MBAnalysis Blog: Cornell Tech, The Best of All Worlds


What do you get when you combine a blue chip business school with a Nobel Prize winning foreign university? A piece of start-up nation in the middle of Silicon Alley? Technical know-how with Ivy League business sensibilities? Plus a $2 billion glimmering new campus? You get the Cornell Tech MBA. An MBA program that takes less time, costs less money and puts you on a path to leadership with a technology company anywhere in the world.

Cornell Tech MBA is a 1-year MBA degree conferred by the Johnson School of Management at Cornell. This program combines a foundational business education provided by Johnson, with a technology-focus – and entrepreneurial vibe – provided by the Technion – the Israel Institute of Technology. The Technion is the entrepreneurial hub of Israel, the country with more start-up companies listed on NASDAQ than anyone else except the US and China.

The Cornell Tech MBA turns engineers, technologists, and scientists into the managers, leaders and visionaries that today’s and tomorrow’s tech firms need. It is no accident that until its beautiful new campus is complete, the Cornell Tech MBA has been housed in Google’s lower Manhattan building.

So who is the Tech MBA for? Techies who need help to become the future leaders of their firms. Cornell Tech wants students who already have “strong digital experience” preferably with a background in science or engineering. Your first summer is spent at Cornell’s Ithaca campus, with regular MBA students, getting a foundational business education with courses like accounting, microeconomics, strategy, and finance. Then back to NYC for a curriculum focused on the tech economy, including courses like Designing Data Products; and, practicums that may have you consulting to a Fortune 500 company or laying the groundwork for a start-up you may be helping to create. Throw in a month in Israel along the way, and you have an MBA program that is truly unique.

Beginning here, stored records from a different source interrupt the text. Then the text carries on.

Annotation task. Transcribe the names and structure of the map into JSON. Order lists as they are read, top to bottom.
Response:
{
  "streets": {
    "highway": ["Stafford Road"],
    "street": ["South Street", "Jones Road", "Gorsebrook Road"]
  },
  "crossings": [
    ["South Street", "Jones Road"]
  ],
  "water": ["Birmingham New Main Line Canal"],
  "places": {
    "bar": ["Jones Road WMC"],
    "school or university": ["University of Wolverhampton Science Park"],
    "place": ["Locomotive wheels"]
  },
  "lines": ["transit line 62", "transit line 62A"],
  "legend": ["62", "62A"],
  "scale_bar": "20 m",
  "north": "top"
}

The Cornell Tech MBA is the oldest of a number of one-year tech-focused masters programs including NYU’s recently announced, Tech MBA, as well as Carnegie Mellon’s Master of Science in Product Management. The need for these specialized programs is clear; as technical specialists and engineers fill technology companies, it is harder to find people who speak their language, understand their needs and can successfully manage them. Cornell Tech, and all its offspring, are here to address this very problem, with the world of technology saying, “it’s about time.”